The Museum of Folksonomy is a fully playable networked multiplayer game that uses a procedurally generated virtual environment to allow players to ‘curate’ the world based on their likes and dislikes.
The game combines research into ‘folksonomies’, user-generated datasets, with procedural generation techniques where the game world is created in real time through algorithms.
The Museum of Folksonomy is composed of various gallery spaces and artworks from around the world. The objects are grouped through metadata analysis. Each player can see one another, and the objects they have gathered, but each player creates a unique set of procedural galleries generated around their own actions.

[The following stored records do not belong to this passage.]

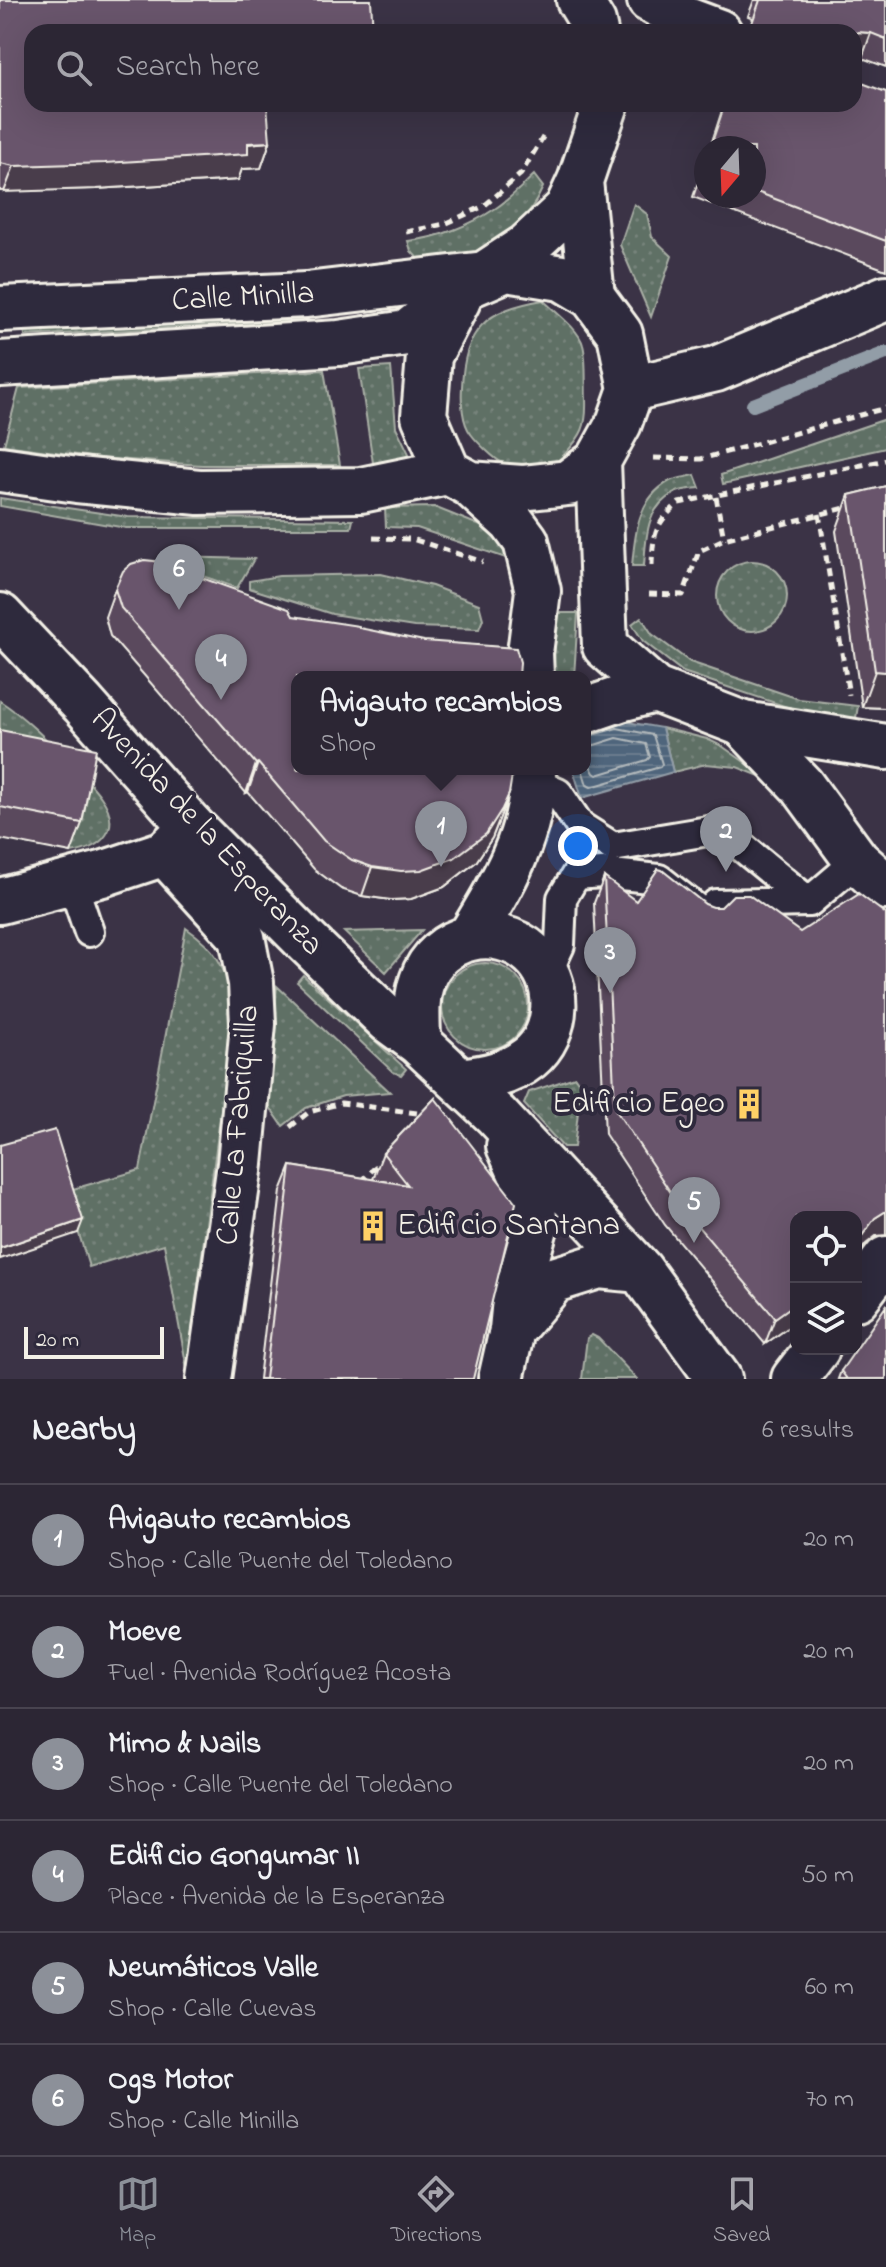 <!DOCTYPE html>
<meta charset="utf-8">
<style>
body{margin:0;font-family:"Indie Flower",sans-serif;background:#383240;color:#f1f3f6}
.controls{position:absolute;right:24px;bottom:24px;display:grid;overflow:hidden;border-radius:16px;box-shadow:0 8px 32px #0002}
.controls button{width:72px;height:72px;display:grid;place-items:center;padding:0;border:0;border-bottom:2px solid #48434f;background:#2c2634;color:#f1f3f6;font:40px sans-serif}
.compass{position:absolute;left:694px;top:136px;width:72px;height:72px;border-radius:50%;background:#2c2634;box-shadow:0 8px 32px #0002;rotate:199deg}
.scale{position:absolute;left:24px;bottom:20px;width:140px;box-sizing:border-box;padding-left:8px;border:4px solid #f4f1e8;border-top:0;font-size:22px;line-height:28px;white-space:nowrap;color:#f4f1e8;-webkit-text-stroke:6px #2f2a3d;paint-order:stroke}
.you{position:absolute;left:578px;top:846px;width:28px;height:28px;margin:-20px;border:6px solid #fff;border-radius:50%;background:#1a73e8;box-shadow:0 0 0 12px #1a73e833}
.badge{display:grid;place-items:center;width:52px;height:52px;border-radius:50%;background:#8c9099;color:#fff;font-size:26px;font-weight:700}
.pin{position:absolute;translate:-50% -66px;filter:drop-shadow(0 2px 4px #0008)}
.pin::after{content:'';position:absolute;top:42px;width:28px;height:24px;background:inherit;clip-path:polygon(0 0,100% 0,50% 100%)}
.popup{position:absolute;left:291px;top:671px;width:300px;height:104px;box-sizing:border-box;display:grid;place-content:center;border-radius:16px;background:#2c2634;filter:drop-shadow(0 2px 6px #0005);font-size:26px;white-space:nowrap;color:#a6a5ac}
.popup b{font-size:30px;color:#f1f3f6}
.popup::after{content:'';position:absolute;left:50%;top:100%;margin-left:-16px;border:16px solid transparent;border-top-color:#2c2634}
.list{margin:0;padding:0;list-style:none}
h2{display:flex;justify-content:space-between;align-items:center;height:104px;margin:0;padding:0 32px;font-size:34px}
h2 small{font-size:26px;font-weight:400;color:#a6a5ac}
.list li{display:grid;grid-template-columns:52px 1fr auto;gap:24px;align-items:center;box-sizing:border-box;height:112px;padding:0 32px;border-top:2px solid #48434f}
.list b{display:block;font-size:30px;white-space:nowrap}
.list p{margin:0;font-size:26px;white-space:nowrap;color:#a6a5ac}
.list em{font-size:26px;font-style:normal;color:#a6a5ac}
.icon{flex:none;width:44px;height:44px;fill:none;stroke:currentColor;stroke-width:2;stroke-linecap:round;stroke-linejoin:round}
.map{position:relative;flex:none;width:886px;height:1379px;overflow:hidden}
.search{position:absolute;background:#2c2634;box-shadow:0 8px 32px #0002;left:24px;right:24px;top:24px;height:88px;display:flex;align-items:center;gap:20px;box-sizing:border-box;padding:0 28px;border-radius:24px;color:#a6a5ac;font-size:30px}
.sheet{height:776px;background:#2c2634}
nav{display:flex;justify-content:space-around;align-items:center;box-sizing:border-box;height:112px;border-top:2px solid #48434f;background:#2c2634;font-size:22px;color:#a6a5ac}
nav a{display:grid;justify-items:center;gap:4px}
nav .on{color:#8c9099}
.map>svg:first-child{display:block}
.grass{fill:url(#grass-dots);stroke:#aab0a6;stroke-width:2}
.water{fill:url(#water-rules);stroke:#929da7;stroke-width:2}
.lines{fill:none;stroke-linecap:round;stroke-linejoin:round}
.shore{stroke:#b2b9bc;stroke-width:2}
.stream{stroke:#929da7;stroke-width:14}
.service-casing{stroke:#f4f1e8;stroke-width:34}
.minor-casing{stroke:#f4f1e8;stroke-width:50}
.tertiary-casing{stroke:#f4f1e8;stroke-width:50}
.secondary-casing{stroke:#f4f1e8;stroke-width:50}
.path{stroke:#f4f1e8;stroke-width:5;stroke-dasharray:8 6;stroke-linecap:butt}
.service{stroke:#2f2a3d;stroke-width:28}
.minor{stroke:#2f2a3d;stroke-width:44}
.tertiary{stroke:#2f2a3d;stroke-width:44}
.secondary{stroke:#2f2a3d;stroke-width:44}
.wall{fill:#5a495d;stroke:#f4f1e8;stroke-width:2}
.shaded-wall{fill:#4a3c4c;stroke:#f4f1e8;stroke-width:2}
.building{fill:#69556c;stroke:#f4f1e8;stroke-width:2}
.labels{text-anchor:middle;dominant-baseline:central;stroke-width:8;stroke-linejoin:round;paint-order:stroke}
.street-label{font-size:32px;fill:#f4f1e8;stroke:#2f2a3d}
.poi-label{font-size:32px;fill:#f4f1e8;stroke:#2f2a3d;text-anchor:end}
</style>
<div class="map">
<svg width="886" height="1379" viewBox="0 0 886 1379">
<defs>
<pattern id="grass-dots" width="8" height="8" patternUnits="userSpaceOnUse" patternTransform="scale(2)"><rect width="8" height="8" fill="#5f6f65"/><path d="M2 2h.1M6 6h.1" fill="none" stroke="#77847b" stroke-width="1.8" stroke-linecap="round"/></pattern>
<pattern id="water-rules" width="6" height="5" patternUnits="userSpaceOnUse" patternTransform="scale(2)"><rect width="6" height="5" fill="#50657b"/><path d="M0 2.5h6" fill="none" stroke="#6a7c8e"/></pattern>
</defs>
<rect width="100%" height="100%" fill="#3b3346"/>
<filter id="ink" filterUnits="userSpaceOnUse"><feTurbulence type="fractalNoise" baseFrequency=".0125" numOctaves="2"/><feDisplacementMap in="SourceGraphic" scale="16" xChannelSelector="R" yChannelSelector="G"/><feConvolveMatrix kernelMatrix="1 2 1 2 8 2 1 2 1" color-interpolation-filters="sRGB"/></filter>
<g filter="url(#ink)">
<path class="grass" d="M534 175 543 187C528 222 502 242 466 256 454 261 437 262 423 264L411 251 408 241C439 238 471 225 496 208 510 199 522 186 534 175Z
M634 204 647 214 652 237 672 256 651 317 620 245Z
M543 300C555 312 579 329 583 345 587 358 585 386 586 400 587 427 582 435 565 454 550 471 522 472 503 463 495 460 476 441 471 434 462 423 461 401 462 387 464 328 486 310 543 300Z
M307 309 308 320 25 336 24 324Z
M391 367 396 427 412 460 373 463 359 369Z
M324 370 340 465H202L99 458 4 445 19 388Z
M886 419V448L723 484 721 475Z
M695 475 700 488C692 489 682 489 675 493 646 507 646 537 644 566H632C635 534 637 499 670 481 677 478 687 477 695 475Z
M0 498 128 517 353 520 351 528H126L0 506Z
M434 507 511 538 512 560 417 528 386 527 385 508Z
M171 557 254 559 237 588 168 564Z
M717 596a35 35 0 1 1 70 0a35 35 0 1 1-70 0Z
M381 574 432 586 479 604 483 619 479 629 414 627 332 614 249 588V581L279 576Z
M557 613H578L574 677H553Z
M641 617 652 634 690 662 799 699 858 706 856 718 796 710 683 672 643 641 632 624Z
M0 701C26 718 49 742 71 764 81 775 93 785 101 797 123 828 103 848 71 853L85 779 0 763Z
M662 728 707 739 722 746 770 780 737 767 706 764 673 772Z
M186 928C220 951 223 967 235 1004L187 1369 164 1244 89 1267 66 1191 140 1170Z
M422 930 386 972 344 932Z
M442 1006a43 43 0 1 1 86 0a43 43 0 1 1-86 0Z
M303 975 406 1069 401 1075 393 1072 297 982Z
M277 986 390 1092 343 1096 306 1108 283 1126 265 1100Z
M575 1077 581 1086 574 1147H563L524 1104 529 1092Z
M592 1335 598 1338 637 1379H582L587 1338Z"/>
<path class="water" d="M616 720 662 728 673 772 582 798 573 769H585V731Z"/>
<g class="lines">
<path class="shore" d="M585 748 617 738 646 744 650 757 647 760 597 775 594 773 585 756
M582 769 587 785 591 787 660 767 662 764 653 735 617 728 585 737"/>
<path class="stream" d="M753 405 886 353"/>
<g class="service-casing">
<path id="service" d="M533 782 558 793 580 826 613 847 720 829 809 902
M72 882 89 932
M547 973 560 945 562 898 576 875 602 873 659 879 706 916 716 904 809 902 857 861"/>
</g>
<g class="minor-casing">
<path id="minor" d="M579 0 593 23 595 32
M650 0 687 20 719 32
M580 181 592 296
M471 283 526 247 567 209 580 181 606 104
M0 309 306 295 485 274
M631 389 716 369 886 298
M743 724 802 786 857 861 886 887
M165 853 242 937 251 983 253 1024 240 1164 209 1379
M856 1298 886 1259
M794 1379 817 1349"/>
</g>
<g class="tertiary-casing">
<path id="tertiary" d="M0 901 102 874 165 853 192 827"/>
</g>
<g class="secondary-casing">
<path id="secondary" d="M458 300 429 356 424 416 448 472 470 484 512 522 526 541 538 591 530 653 531 677
M0 364 339 343 407 333 464 287 506 269 562 278 592 296 620 334 631 389 619 423 598 461 568 483 522 488 470 484
M598 461 605 646 655 690 743 724 886 747
M0 469 77 480 199 492 361 490 448 472
M0 616 83 704 192 827 308 943 388 1020 418 1042 496 1115 640 1270 719 1379
M585 711 620 699 655 690
M470 937C502 885 534 833 533 769
M418 1042C418 1022 415 1001 422 981 437 935 497 922 532 954 562 981 560 1033 529 1058 509 1074 485 1078 460 1081
M512 1330 554 1280 599 1266 640 1270
M501 1379 512 1330 515 1300 535 1228 532 1198 509 1146"/>
</g>
<path class="path" d="M406 232 445 224 484 206 521 174 543 137
M654 458 701 459 886 408
M716 497 724 539
M819 514 849 695
M373 538 412 539 483 562
M652 565C653 534 655 524 679 503L886 460
M649 594 683 595 699 551 724 539 849 507
M290 1127 309 1112 341 1103 425 1114
M361 1182 382 1160"/>
<use href="#service" class="service"/>
<use href="#minor" class="minor"/>
<use href="#tertiary" class="tertiary"/>
<use href="#secondary" class="secondary"/>
</g>
<path class="wall" d="M0 0 32 32 270 142 261 168 242 169 238 180 96 189 0 191Z
M754 0H886V67L862 58 854 32H748L753 18 748 16Z
M886 92V270L693 197 706 159V196H754V148H710L724 104H854Z
M886 486V708L862 707 836 531 849 495Z
M115 589 359 628 498 823 492 838 476 862 444 887 411 899 391 900 362 896 341 889 314 869 248 792 246 793 110 636 105 617Z
M0 730 82 823 71 853 0 839Z
M604 877 876 1236 866 1244 796 1217V1322L765 1344 665 1225 605 1134 594 903Z
M435 1098 473 1379H259L281 1191 291 1166 374 1180 373 1179 383 1153Z
M841 1371 886 1379H838Z"/>
<path class="shaded-wall" d="M858 32 871 33 862 58H854V34Z
M270 142 261 168 242 169 238 180 96 189 4 192 14 166Z
M875 671 886 672V708L862 707Z
M258 763 248 792 246 793 256 764Z
M509 794 492 838 476 862 444 887 411 899 391 900 362 896 372 867Z
M886 1211V1235L876 1236 866 1244 856 1257V1244L875 1218Z
M83 1220 78 1233 0 1259V1248Z
M796 1303V1322L765 1344 775 1318Z"/>
<path class="building" d="M0 0H371L373 32H32V104H267L270 142 248 143V154L105 163 14 166 0 163Z
M760 0H886V39L871 33 858 32 854 34V32H749Z
M854 80 886 92V241L754 191V148H710L725 104H854Z
M886 486V672L875 671 849 495Z
M144 560 154 561 289 609 293 616 359 626V628L424 641 516 648 520 662 519 677H297V769H513L509 794 502 809 486 834 454 858 421 870 401 871 372 867 352 860 324 841 258 763 256 764 121 608 115 589 123 571 131 564Z
M0 730 96 749 82 823 0 807Z
M658 869 662 870 705 904 713 907H721L733 895H749L800 932 859 894 886 914V1211L875 1218 856 1244V1217H796V1303L775 1318 675 1199 615 1109 604 877 636 901Z
M435 1098 516 1203 473 1379H265L291 1166 408 1185 383 1153Z
M55 1130 83 1220 0 1248V1145Z
M886 1306V1379H847L841 1371Z"/>
</g>
<defs>
<g id="building-bare" transform="scale(2.4)"><path d="M-4-6H4V6H1V3H-1V6H-4ZM-2.5-4.3h1.7v1.8h-1.7ZM.8-4.3h1.7v1.8H.8ZM-2.5-1h1.7V.8h-1.7ZM.8-1h1.7V.8H.8Z" fill="#ffd166" stroke="#2f2a3d" stroke-width="2.5" paint-order="stroke"/></g>
</defs>
<g fill-rule="evenodd">
<use href="#building-bare" x="749" y="1104"/>
<use href="#building-bare" x="373" y="1226"/>
</g>
<g class="labels">
<g class="street-label">
<text transform="translate(243 298) rotate(-3)">Calle Minilla</text>
<text transform="translate(206 833) rotate(47)">Avenida de la Esperanza</text>
<text transform="translate(239 1125) rotate(-85)">Calle La Fabriquilla</text>
</g>
<g class="poi-label">
<text x="725" y="1104">Edificio Egeo</text>
<text x="397" y="1226" text-anchor="start">Edificio Santana</text>
</g>
</g>
</svg>
<div class="controls">
<button><svg class="icon" aria-label="locate" viewBox="0 0 24 24"><circle cx="12" cy="12" r="6"/><path d="M12 2v4M12 18v4M2 12h4M18 12h4"/></svg></button>
<button><svg class="icon" aria-label="layers" viewBox="0 0 24 24"><path d="M12 4l9 5-9 5-9-5zM3 14l9 5 9-5"/></svg></button>
</div>
<svg class="compass" viewBox="-18 -18 36 36"><path d="M0-13l5 13h-10z" fill="#e53935"/><path d="M0 13l5-13h-10z" fill="#a6a5ac"/></svg>
<div class="scale">20 m</div>
<div class="you"></div>
<div class="pin badge" style="left:441px;top:867px">1</div>
<div class="popup"><b>Avigauto recambios</b>Shop</div>
<div class="pin badge" style="left:726px;top:872px">2</div>
<div class="pin badge" style="left:610px;top:993px">3</div>
<div class="pin badge" style="left:221px;top:700px">4</div>
<div class="pin badge" style="left:694px;top:1243px">5</div>
<div class="pin badge" style="left:179px;top:610px">6</div>
<div class="search"><svg class="icon" aria-label="search" viewBox="0 0 24 24"><circle cx="10" cy="10" r="6"/><path d="M15 15l6 6"/></svg>Search here</div>
</div>
<section class="sheet">
<h2>Nearby<small>6 results</small></h2>
<ul class="list">
<li><span class="badge">1</span><div><b>Avigauto recambios</b><p>Shop · Calle Puente del Toledano</p></div><em>20 m</em></li>
<li><span class="badge">2</span><div><b>Moeve</b><p>Fuel · Avenida Rodríguez Acosta</p></div><em>20 m</em></li>
<li><span class="badge">3</span><div><b>Mimo &amp; Nails</b><p>Shop · Calle Puente del Toledano</p></div><em>20 m</em></li>
<li><span class="badge">4</span><div><b>Edificio Gongumar II</b><p>Place · Avenida de la Esperanza</p></div><em>50 m</em></li>
<li><span class="badge">5</span><div><b>Neumáticos Valle</b><p>Shop · Calle Cuevas</p></div><em>60 m</em></li>
<li><span class="badge">6</span><div><b>Ogs Motor</b><p>Shop · Calle Minilla</p></div><em>70 m</em></li>
</ul>
</section>
<nav>
<a class="on"><svg class="icon" aria-label="map" viewBox="0 0 24 24"><path d="M3 6l6-2 6 2 6-2v14l-6 2-6-2-6 2zM9 4v14M15 6v14"/></svg>Map</a>
<a><svg class="icon" aria-label="directions" viewBox="0 0 24 24"><path d="M12 3l9 9-9 9-9-9zM9 14v-3h6M13 9l2 2-2 2"/></svg>Directions</a>
<a><svg class="icon" aria-label="saved" viewBox="0 0 24 24"><path d="M7 4h10v16l-5-4-5 4z"/></svg>Saved</a>
</nav>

Players can gather, collaborate, or compete to collect artworks, bringing them together in a common central gallery where they can export their artworks to social media. Each time a player ventures off to collect more artworks, the system will generate a new gallery from a set of infinite possible configurations.
The project questions the future of the museum as an open-access entity where anyone can consume culture despite their geographical location. The game prototypes a new form of virtual museum that becomes as ubiquitous as swiping left or right.
An illustration of how the game systems combine tagged objects with procedural galleries.
Museum configurations are generated in real time as online players navigate the game.
An illustration of various online players and the artworks collected with their tags.
Galleries of artworks are created and composed through the folksonomies generated by online players.